I don’t cache money. But I have, um, quite a bit of 7.62 NATO rifle ammunition, and I do plan on caching much of it in the near future.
I did have about £1,500 in a cash ISA but realised it was stupid having cash in an account paying 4.5% when I still had outstanding balances on credit cards at 15% :dubious:
There’s something psychologically reassuring about having “actual cash” as a back-up, but as astro said, if you have decent credit there’s little point having cash sitting around like that. If I ever clear my credit cards, I’ll build it up again…
Incidentally, I recently totalled up my credit limit on various cards – something like £26,000 of credit just like that, no questions asked. Scary.
I love cash. I fear that I might end up one of those crazy people who has a mattress full of cash. I do keep a little semi-secret cash fund in the house at all times, maybe about $400. We jokingly call it our “on the lam” money although we don’t anticipate being on the lam, but I wouldn’t trust our ATM and/or credit cards to get us through a real emergency. What if the emergency is that there are no ATM machines?

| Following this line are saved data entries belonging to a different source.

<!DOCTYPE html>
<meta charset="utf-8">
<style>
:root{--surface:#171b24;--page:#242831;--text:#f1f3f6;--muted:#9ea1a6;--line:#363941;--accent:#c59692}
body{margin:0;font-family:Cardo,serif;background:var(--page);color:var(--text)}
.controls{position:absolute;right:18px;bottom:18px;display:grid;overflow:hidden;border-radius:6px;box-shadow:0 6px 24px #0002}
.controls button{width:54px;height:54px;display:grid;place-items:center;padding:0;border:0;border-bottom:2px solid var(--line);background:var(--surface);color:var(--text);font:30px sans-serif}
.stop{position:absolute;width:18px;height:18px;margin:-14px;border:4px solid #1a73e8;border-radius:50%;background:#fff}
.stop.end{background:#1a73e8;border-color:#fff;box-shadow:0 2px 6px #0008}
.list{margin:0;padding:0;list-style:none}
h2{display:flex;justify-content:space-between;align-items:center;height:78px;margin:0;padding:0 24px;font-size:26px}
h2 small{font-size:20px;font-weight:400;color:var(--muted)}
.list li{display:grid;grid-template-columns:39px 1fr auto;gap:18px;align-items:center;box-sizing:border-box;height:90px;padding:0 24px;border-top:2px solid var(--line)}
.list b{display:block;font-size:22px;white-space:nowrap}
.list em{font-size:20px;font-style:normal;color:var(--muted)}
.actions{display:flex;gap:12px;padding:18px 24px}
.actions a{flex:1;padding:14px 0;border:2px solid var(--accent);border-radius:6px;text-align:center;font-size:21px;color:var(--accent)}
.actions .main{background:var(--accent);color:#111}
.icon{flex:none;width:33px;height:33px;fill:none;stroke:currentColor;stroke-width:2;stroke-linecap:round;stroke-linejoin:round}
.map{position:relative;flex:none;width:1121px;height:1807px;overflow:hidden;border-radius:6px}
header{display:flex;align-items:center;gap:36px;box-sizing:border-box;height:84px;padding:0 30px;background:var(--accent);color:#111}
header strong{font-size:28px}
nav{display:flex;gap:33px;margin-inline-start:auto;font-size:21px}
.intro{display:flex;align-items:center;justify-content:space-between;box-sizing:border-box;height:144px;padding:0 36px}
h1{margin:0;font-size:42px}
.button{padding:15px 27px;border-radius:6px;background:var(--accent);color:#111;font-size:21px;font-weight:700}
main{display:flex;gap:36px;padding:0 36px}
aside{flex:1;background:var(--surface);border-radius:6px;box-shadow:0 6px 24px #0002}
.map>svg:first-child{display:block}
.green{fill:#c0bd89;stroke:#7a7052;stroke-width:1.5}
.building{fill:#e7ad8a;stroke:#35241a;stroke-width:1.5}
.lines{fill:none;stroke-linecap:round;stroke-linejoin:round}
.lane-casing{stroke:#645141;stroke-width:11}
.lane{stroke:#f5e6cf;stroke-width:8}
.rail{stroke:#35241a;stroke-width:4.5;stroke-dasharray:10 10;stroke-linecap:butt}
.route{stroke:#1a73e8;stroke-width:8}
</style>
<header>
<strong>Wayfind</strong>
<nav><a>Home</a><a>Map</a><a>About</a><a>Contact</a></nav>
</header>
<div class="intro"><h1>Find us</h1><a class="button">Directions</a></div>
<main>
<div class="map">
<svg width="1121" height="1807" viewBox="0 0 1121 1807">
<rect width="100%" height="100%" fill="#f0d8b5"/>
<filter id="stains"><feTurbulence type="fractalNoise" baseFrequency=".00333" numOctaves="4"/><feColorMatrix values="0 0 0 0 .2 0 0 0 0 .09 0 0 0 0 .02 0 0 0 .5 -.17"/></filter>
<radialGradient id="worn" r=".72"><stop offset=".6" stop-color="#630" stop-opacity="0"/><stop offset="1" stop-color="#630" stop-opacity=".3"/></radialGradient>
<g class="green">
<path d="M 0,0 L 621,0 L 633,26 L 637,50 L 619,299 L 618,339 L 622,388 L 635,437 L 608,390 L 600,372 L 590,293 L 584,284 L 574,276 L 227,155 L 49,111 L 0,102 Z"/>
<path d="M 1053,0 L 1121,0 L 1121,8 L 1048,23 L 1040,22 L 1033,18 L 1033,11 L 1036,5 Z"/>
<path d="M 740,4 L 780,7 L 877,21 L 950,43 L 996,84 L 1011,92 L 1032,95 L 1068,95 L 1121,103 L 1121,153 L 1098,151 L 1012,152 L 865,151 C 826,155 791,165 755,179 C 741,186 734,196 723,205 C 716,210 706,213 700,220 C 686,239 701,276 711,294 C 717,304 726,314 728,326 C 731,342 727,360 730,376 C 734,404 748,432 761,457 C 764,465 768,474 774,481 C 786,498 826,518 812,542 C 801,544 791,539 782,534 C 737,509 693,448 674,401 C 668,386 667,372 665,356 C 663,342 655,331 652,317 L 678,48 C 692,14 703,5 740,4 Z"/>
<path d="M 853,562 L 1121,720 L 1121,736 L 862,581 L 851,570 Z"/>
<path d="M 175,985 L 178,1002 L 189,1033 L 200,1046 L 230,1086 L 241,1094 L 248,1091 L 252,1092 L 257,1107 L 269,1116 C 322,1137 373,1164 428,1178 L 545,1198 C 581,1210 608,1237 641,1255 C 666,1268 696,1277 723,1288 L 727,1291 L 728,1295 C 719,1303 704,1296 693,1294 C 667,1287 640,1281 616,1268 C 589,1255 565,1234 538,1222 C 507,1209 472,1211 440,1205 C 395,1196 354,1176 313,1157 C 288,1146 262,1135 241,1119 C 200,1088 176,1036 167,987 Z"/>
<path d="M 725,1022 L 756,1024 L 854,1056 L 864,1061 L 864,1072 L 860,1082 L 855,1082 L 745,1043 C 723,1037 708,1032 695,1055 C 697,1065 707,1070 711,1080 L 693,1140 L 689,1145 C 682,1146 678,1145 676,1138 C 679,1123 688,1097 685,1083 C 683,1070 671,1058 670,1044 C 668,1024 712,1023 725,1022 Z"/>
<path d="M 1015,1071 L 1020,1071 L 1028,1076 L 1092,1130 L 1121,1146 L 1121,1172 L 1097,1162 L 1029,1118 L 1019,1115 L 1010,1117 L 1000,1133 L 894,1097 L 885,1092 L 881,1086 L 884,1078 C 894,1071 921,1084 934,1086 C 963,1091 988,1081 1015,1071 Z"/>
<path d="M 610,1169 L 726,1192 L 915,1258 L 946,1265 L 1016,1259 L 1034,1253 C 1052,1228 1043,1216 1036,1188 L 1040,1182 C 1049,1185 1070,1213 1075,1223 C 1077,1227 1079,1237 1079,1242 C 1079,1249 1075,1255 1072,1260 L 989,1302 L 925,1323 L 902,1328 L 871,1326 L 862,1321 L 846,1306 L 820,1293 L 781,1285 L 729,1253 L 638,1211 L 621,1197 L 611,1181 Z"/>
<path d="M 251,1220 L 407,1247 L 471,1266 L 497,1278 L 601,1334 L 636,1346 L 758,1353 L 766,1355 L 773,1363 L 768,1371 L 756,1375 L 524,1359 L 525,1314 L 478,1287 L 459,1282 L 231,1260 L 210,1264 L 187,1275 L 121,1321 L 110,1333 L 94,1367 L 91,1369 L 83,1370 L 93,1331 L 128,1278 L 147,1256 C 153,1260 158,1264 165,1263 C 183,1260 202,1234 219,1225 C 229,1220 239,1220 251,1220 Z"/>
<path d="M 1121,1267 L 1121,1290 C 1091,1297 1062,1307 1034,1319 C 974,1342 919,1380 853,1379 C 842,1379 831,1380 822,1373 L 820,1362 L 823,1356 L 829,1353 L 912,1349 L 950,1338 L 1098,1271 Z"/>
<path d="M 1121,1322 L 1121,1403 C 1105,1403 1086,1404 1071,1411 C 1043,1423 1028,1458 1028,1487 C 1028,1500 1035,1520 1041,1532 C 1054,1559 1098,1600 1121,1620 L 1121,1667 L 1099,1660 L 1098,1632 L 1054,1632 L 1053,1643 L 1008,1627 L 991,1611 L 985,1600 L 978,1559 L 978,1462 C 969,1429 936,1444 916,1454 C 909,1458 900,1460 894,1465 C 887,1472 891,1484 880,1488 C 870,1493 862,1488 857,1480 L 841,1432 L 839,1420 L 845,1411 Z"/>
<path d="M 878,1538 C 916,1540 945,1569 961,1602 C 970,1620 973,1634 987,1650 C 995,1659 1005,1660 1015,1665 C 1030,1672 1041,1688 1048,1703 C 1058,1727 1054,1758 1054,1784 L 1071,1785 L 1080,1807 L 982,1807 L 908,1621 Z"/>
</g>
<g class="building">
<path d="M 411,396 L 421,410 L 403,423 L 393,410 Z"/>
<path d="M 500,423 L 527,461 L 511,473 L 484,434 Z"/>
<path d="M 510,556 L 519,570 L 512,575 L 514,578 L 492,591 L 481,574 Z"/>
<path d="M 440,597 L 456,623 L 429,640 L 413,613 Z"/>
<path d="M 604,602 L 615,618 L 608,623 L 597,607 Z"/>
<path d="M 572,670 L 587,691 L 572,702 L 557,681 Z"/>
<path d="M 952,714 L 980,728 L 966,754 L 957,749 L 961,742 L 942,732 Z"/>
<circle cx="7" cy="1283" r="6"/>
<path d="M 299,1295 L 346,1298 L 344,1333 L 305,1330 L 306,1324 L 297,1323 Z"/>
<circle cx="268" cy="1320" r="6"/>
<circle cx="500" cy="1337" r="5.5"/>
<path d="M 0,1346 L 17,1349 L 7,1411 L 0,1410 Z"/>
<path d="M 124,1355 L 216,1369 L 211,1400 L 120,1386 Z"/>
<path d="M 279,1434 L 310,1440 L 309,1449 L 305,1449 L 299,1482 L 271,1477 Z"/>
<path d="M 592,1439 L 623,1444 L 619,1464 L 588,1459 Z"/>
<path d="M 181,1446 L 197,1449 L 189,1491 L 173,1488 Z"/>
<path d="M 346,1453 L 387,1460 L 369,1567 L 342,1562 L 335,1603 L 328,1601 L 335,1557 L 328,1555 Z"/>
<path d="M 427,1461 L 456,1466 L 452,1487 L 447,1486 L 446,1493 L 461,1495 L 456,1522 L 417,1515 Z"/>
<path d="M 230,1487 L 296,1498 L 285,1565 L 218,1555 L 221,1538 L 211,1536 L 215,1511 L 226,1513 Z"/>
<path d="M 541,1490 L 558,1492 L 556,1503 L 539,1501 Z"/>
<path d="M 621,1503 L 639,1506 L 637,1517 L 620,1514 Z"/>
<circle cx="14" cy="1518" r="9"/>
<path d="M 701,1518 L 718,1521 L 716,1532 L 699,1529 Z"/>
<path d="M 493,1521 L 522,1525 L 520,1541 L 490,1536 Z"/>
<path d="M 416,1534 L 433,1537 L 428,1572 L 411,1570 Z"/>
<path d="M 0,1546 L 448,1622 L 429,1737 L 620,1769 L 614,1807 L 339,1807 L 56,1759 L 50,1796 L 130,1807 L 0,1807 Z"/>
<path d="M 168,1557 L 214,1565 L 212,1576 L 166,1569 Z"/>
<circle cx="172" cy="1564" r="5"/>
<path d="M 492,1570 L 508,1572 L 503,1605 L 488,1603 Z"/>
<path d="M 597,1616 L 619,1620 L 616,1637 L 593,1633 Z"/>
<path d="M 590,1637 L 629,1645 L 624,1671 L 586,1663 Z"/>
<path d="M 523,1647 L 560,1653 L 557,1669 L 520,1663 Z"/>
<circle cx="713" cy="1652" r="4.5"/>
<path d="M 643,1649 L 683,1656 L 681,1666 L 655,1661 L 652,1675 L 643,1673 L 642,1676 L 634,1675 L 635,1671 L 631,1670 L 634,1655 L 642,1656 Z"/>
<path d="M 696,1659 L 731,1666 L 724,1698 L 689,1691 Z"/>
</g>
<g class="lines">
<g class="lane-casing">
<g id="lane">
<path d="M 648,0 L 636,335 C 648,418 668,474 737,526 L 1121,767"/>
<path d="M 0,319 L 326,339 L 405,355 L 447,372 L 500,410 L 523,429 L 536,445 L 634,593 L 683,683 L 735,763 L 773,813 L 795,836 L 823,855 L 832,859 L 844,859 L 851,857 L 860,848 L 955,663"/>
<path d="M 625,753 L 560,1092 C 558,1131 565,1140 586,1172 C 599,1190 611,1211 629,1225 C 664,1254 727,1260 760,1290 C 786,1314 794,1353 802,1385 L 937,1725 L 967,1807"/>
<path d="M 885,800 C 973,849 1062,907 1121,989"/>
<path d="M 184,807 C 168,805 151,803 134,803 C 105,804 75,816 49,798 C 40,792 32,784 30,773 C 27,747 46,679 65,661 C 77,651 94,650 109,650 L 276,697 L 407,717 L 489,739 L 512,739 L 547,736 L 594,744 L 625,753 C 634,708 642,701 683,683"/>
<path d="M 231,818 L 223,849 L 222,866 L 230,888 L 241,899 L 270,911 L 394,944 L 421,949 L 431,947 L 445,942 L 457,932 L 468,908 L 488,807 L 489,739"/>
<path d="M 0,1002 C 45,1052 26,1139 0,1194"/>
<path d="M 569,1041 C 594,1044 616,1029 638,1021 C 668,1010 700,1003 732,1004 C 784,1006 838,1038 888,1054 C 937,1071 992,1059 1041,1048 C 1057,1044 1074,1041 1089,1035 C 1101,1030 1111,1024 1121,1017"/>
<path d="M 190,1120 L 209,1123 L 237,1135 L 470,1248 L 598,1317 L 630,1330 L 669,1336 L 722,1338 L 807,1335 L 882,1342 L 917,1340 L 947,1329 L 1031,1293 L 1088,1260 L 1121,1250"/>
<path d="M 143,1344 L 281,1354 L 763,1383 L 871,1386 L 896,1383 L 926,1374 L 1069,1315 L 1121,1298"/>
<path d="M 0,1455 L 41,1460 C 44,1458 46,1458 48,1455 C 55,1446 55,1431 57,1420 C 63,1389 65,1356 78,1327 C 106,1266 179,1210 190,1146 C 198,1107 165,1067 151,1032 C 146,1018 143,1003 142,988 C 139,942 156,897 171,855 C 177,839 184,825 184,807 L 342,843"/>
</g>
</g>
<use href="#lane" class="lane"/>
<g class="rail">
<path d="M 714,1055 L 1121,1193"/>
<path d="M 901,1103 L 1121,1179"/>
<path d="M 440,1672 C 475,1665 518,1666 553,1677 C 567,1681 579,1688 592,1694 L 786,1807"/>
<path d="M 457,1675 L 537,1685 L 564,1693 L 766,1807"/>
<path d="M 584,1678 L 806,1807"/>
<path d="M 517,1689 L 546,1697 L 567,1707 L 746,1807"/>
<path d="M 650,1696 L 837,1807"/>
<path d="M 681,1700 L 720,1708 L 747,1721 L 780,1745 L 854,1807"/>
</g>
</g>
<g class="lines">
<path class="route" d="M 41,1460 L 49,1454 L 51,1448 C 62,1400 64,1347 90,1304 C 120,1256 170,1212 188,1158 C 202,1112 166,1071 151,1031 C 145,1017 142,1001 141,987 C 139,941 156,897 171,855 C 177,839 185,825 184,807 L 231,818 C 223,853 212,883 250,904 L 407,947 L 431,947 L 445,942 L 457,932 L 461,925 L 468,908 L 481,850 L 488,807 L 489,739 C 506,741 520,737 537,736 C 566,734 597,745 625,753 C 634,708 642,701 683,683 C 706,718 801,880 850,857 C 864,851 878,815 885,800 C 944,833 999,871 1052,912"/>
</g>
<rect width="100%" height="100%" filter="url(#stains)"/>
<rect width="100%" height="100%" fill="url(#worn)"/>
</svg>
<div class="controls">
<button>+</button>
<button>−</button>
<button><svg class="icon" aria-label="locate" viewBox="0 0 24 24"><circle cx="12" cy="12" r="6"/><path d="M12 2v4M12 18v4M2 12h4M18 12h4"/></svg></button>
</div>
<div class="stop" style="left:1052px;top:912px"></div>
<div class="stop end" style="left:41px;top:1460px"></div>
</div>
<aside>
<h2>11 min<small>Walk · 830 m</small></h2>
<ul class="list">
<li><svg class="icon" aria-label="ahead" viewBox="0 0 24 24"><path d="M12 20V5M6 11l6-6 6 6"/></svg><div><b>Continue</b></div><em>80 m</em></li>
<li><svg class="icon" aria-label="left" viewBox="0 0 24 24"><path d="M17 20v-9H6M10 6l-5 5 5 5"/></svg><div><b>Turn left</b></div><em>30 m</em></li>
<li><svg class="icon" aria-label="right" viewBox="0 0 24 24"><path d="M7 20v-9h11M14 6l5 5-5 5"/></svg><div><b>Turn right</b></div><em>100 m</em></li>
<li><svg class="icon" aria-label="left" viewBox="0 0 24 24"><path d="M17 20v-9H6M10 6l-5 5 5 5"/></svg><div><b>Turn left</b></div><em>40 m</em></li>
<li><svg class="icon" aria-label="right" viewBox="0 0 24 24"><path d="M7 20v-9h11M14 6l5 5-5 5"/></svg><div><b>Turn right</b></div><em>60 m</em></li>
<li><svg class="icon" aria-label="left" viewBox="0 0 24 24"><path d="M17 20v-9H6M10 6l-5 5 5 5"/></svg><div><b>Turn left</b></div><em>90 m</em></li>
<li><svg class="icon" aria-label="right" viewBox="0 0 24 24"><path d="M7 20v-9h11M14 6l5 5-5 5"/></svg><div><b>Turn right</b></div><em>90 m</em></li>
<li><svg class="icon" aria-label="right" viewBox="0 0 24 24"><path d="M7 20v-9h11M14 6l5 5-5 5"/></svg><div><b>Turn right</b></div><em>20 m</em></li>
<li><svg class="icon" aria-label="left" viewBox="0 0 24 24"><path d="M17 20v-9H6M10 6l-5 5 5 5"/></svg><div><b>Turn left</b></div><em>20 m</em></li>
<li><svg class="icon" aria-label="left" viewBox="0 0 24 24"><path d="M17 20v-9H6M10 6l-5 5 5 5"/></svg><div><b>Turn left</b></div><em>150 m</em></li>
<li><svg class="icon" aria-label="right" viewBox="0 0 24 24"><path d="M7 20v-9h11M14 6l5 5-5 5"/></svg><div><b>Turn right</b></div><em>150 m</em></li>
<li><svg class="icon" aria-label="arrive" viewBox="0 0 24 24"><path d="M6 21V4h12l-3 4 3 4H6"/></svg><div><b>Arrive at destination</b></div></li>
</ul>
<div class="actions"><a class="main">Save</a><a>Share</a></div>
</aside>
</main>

If we ever have social emergency so cataclysmic and dire, that all the ATM machines are put out of commission, I doubt those little green pieces of high rag content paper with the pictures on them are going to do you much good in that situation.
I have some cash hidden in a book (and I have a couple thousand books, I guess). On a whim, my friend and I cut the middle out of about 50 pages in an old paperback for a secret stash–that was years ago, but I still have it around. It’s probably only about $40, since my ideas of what constituted a good amount of money were pretty modest at the time. What it’s for, I don’t know, but it’s fun to have it.
It hardly takes an emergency that cataclysmic. Remember the Big Blackout last summer? That night I used up all my cash getting shitfaced at The Village Idiot, and the next day, after sleeping at my office, the subways still weren’t running, despite the power being back on. And since it was the weekend, no one came into the banks to reset all the ATMs. It took me four hours to find a working ATM so I could pay for a cab-ride back to Queens.
Ever since I’ve kept a few hundred bucks in a hiding place at my office and at home.
I never have enough money to stash any away. I used to have a coin jar though. I sort of considered that stashed because it was kind of hard to spend that way. When I have enough money that I don’t need it all immediately for bills, I’ll start a stash. I hope I won’t forget where it is.
After a nuclear holocaust or similar event, people are probably not going to care about paper money anymore. It’s a better idea to invest in canned food and shotguns as a contingency plan.
Hahahahahaa a … I did that a few years ago to a bookclub hardcover edition of Grisham’s The Firm. (no longer have the book, don’t go raiding my library, folks)
I’ve been squirreling away money for years, but it eventually got too large to keep in my closet. I opened a bank account, which my husband knows about, but it’s only in my name, so he can’t get to it. Right now it’s at about $5700 and I just paid for airline tickets to Rome for me and my daughter from it. I call it my “vacation fund”, but I know I have to fall back on for other emergencies, too.
I also keep at least $100 in my purse, just in case.
Two tales…one me…one instructive…
I don’t have a secret account. But all of our savings goes to an account that I can’t access without actively speaking to my broker and getting a lecture on savings. And that’s painful.
Second…
Turns out my father-in-law believed in the ‘cache’ process. After he died we found $10,000 in $1,000 increments in envelopes, hollowed out books, old suit pockets, etc. We even found a cache of gold coins he had from his boyhood days.
He never spent them. He’d probably forgotten they existed.